◆ Task goal
Your answer should be every line from the records that contains "secondary".

◆ Raw data

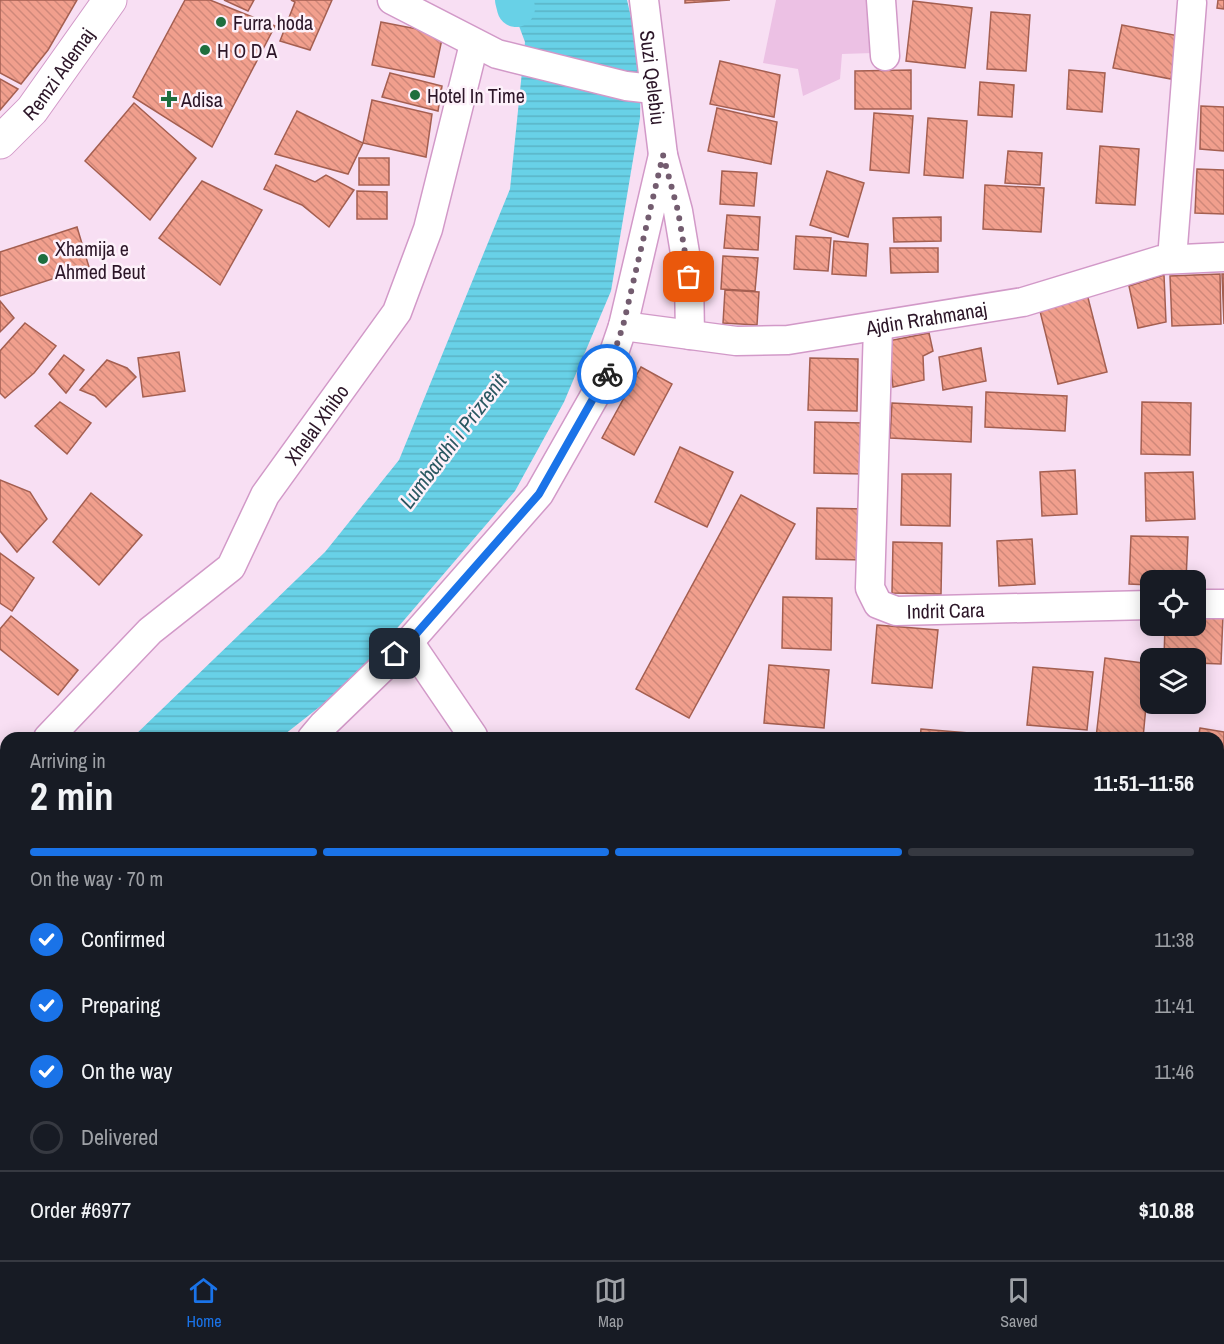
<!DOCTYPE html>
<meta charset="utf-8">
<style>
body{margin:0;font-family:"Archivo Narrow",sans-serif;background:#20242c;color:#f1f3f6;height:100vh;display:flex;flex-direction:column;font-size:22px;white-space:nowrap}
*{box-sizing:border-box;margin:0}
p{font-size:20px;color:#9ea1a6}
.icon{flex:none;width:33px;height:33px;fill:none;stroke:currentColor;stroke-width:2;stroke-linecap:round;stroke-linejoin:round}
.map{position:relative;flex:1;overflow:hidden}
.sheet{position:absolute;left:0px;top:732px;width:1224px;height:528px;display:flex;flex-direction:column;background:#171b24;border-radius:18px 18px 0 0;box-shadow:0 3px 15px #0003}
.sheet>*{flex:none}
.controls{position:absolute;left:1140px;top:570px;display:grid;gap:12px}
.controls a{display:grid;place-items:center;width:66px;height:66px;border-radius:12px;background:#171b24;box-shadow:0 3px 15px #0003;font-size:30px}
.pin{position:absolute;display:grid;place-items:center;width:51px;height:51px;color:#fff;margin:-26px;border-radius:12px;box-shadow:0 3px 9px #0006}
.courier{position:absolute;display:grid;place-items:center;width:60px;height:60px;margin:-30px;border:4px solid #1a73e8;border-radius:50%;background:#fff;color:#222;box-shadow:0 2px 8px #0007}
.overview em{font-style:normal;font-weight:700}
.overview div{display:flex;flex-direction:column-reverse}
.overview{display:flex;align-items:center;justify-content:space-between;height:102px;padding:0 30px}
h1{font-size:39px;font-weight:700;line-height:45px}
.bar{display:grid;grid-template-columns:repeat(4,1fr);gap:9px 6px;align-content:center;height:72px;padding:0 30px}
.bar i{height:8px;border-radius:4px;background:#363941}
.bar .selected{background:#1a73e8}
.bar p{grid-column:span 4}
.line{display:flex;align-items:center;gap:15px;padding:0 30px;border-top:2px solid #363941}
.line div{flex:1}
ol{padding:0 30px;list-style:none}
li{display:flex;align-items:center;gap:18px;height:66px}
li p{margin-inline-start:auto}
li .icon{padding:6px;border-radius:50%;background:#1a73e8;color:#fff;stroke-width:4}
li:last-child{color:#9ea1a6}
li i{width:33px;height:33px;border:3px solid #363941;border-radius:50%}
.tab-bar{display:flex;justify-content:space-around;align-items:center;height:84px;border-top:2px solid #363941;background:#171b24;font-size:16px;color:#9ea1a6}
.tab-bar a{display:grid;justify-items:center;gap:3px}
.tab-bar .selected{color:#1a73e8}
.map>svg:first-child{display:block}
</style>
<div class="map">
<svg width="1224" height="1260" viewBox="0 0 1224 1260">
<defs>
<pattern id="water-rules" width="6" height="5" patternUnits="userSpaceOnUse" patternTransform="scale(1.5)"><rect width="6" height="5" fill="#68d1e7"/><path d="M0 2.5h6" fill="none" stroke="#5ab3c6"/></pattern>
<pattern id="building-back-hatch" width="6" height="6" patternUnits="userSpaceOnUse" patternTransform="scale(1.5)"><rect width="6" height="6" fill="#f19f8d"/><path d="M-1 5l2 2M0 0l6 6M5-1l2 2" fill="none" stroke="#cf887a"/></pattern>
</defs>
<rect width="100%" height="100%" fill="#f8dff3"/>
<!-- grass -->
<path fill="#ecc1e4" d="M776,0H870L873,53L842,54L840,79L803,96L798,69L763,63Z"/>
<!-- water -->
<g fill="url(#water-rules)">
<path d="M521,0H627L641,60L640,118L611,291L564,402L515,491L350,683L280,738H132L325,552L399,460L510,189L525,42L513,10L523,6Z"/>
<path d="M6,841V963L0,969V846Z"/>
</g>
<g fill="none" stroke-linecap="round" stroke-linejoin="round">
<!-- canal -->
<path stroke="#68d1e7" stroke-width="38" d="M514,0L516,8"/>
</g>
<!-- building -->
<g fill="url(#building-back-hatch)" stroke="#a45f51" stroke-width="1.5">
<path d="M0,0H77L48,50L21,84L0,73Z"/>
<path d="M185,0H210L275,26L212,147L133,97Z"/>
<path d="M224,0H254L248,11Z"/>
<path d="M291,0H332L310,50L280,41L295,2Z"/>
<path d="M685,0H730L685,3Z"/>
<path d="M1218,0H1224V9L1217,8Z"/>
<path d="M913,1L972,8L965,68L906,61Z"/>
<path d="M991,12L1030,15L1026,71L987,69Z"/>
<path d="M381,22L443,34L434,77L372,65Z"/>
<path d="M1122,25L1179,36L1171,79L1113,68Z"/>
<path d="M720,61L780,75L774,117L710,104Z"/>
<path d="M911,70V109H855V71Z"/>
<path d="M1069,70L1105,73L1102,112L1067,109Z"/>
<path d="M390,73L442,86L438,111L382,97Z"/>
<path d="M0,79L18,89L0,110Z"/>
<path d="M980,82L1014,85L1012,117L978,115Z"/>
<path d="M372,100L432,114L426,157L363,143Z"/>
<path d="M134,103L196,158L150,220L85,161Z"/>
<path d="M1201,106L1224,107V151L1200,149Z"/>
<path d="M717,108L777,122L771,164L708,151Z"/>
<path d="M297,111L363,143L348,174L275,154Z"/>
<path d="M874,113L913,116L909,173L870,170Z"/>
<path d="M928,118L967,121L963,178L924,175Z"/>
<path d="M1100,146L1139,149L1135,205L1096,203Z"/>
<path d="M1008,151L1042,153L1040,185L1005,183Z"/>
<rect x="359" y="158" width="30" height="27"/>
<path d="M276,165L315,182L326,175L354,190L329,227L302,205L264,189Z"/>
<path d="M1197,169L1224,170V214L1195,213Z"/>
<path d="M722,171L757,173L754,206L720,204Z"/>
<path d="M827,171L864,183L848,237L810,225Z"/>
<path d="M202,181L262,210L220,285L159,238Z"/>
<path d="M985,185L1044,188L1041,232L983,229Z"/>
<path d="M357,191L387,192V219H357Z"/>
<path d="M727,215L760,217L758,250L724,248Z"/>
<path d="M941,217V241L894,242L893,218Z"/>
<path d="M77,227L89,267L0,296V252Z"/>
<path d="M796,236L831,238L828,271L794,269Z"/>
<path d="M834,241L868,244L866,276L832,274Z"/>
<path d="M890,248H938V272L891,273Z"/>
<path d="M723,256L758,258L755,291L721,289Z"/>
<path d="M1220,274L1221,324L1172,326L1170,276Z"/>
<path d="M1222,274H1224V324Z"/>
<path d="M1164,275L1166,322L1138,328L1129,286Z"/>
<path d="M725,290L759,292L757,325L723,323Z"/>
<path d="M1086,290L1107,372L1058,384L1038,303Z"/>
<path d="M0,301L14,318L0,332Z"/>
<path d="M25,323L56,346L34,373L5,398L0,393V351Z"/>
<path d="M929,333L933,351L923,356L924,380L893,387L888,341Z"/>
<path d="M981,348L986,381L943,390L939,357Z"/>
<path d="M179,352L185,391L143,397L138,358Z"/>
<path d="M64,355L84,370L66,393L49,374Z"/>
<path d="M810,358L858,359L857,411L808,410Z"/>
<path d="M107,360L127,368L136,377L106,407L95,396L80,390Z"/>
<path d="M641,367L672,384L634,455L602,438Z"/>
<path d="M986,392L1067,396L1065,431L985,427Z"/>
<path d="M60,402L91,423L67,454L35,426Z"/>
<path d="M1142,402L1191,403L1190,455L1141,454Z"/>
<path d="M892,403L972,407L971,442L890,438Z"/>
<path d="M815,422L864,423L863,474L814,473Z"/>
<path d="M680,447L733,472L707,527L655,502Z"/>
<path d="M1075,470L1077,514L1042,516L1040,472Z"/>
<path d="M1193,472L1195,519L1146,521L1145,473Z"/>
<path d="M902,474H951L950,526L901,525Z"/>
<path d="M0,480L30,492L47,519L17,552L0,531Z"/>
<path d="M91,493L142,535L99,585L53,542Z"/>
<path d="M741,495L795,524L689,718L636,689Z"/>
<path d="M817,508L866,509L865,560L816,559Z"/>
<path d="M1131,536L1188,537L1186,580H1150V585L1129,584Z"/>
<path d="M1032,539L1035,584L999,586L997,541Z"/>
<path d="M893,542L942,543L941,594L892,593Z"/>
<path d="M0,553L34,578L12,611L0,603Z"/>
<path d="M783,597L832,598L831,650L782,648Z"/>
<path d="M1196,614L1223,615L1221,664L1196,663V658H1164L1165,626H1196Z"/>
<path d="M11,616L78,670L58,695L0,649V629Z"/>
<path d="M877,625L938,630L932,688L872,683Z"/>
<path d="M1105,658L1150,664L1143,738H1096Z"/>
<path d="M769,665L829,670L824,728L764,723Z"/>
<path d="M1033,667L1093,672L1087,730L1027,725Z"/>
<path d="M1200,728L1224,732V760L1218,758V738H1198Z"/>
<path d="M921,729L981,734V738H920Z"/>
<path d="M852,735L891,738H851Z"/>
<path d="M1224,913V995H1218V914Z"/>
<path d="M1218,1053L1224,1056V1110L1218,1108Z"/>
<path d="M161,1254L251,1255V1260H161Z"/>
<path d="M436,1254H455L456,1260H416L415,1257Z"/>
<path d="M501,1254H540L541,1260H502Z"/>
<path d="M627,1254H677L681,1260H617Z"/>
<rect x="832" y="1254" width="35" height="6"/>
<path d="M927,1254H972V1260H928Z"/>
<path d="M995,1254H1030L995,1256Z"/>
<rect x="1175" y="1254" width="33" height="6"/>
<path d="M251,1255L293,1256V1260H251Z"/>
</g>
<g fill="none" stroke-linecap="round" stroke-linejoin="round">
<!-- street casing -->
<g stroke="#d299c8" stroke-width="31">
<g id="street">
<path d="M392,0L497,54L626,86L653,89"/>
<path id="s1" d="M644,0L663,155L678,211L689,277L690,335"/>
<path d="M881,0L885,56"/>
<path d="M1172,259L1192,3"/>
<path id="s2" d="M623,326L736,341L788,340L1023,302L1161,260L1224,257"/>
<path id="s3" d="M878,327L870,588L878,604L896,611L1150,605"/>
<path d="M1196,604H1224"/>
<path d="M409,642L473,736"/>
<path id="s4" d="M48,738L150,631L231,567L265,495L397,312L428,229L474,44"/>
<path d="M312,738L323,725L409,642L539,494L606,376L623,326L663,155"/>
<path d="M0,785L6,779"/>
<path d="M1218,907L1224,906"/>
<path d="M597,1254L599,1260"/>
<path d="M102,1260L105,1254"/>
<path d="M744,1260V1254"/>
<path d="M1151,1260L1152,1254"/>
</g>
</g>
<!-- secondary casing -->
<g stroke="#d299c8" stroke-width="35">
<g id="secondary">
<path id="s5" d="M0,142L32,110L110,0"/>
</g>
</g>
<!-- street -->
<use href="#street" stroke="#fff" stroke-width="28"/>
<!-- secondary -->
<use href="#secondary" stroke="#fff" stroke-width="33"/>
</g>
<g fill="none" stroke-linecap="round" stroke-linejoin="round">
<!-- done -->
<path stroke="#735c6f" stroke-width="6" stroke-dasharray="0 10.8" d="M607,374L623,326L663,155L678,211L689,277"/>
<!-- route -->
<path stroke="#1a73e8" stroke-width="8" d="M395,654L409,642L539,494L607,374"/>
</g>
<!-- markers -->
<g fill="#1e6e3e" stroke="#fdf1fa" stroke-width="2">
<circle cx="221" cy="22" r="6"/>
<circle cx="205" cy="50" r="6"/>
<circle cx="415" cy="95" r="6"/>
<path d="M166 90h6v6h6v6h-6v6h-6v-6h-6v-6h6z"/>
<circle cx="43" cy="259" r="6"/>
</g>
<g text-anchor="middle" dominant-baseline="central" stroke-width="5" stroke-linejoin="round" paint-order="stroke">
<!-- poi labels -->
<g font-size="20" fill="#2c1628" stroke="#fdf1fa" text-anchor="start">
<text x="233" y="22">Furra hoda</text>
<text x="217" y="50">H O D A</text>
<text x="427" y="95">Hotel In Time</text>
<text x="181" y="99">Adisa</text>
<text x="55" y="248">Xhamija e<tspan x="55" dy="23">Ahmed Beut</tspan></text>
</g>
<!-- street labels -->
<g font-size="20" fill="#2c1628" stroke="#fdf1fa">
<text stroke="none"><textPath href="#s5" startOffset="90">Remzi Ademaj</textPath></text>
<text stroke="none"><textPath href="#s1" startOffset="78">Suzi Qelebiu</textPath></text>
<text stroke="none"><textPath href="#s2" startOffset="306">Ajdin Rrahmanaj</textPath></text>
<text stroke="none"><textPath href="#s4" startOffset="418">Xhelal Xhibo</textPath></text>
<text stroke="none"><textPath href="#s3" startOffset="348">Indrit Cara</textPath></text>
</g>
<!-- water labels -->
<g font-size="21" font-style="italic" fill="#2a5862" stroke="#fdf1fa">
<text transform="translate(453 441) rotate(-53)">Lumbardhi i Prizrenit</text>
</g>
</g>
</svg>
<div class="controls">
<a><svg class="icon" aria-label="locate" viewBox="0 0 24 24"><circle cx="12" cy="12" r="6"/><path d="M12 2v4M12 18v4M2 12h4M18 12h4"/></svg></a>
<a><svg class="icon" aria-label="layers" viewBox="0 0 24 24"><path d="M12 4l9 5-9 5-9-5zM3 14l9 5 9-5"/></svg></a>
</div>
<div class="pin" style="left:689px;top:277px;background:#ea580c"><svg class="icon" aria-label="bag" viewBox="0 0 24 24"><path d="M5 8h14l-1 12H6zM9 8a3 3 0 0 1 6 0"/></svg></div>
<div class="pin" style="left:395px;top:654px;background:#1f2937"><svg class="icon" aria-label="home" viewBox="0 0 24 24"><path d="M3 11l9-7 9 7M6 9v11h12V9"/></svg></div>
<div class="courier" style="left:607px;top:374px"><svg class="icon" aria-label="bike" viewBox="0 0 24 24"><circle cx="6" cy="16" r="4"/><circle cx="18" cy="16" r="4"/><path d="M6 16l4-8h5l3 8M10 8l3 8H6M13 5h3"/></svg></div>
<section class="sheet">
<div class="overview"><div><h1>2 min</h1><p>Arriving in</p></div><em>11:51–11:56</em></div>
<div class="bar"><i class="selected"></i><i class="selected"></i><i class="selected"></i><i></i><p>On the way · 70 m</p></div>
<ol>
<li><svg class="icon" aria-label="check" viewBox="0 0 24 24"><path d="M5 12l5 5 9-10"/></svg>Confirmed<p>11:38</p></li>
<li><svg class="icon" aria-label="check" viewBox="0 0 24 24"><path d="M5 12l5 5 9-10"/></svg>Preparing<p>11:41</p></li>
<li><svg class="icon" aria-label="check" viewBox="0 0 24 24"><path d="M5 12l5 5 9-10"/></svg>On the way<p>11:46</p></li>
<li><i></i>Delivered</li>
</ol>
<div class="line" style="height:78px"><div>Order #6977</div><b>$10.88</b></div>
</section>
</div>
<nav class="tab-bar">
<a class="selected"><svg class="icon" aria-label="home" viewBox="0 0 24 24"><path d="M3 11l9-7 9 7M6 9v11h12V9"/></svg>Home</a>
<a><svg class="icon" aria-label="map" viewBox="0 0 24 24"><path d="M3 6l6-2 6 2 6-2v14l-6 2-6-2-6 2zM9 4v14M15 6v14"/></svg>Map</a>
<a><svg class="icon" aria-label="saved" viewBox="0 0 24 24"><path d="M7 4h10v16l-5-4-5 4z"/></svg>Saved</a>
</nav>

◆ Task answer
<!-- secondary casing -->
<g id="secondary">
<!-- secondary -->
<use href="#secondary" stroke="#fff" stroke-width="33"/>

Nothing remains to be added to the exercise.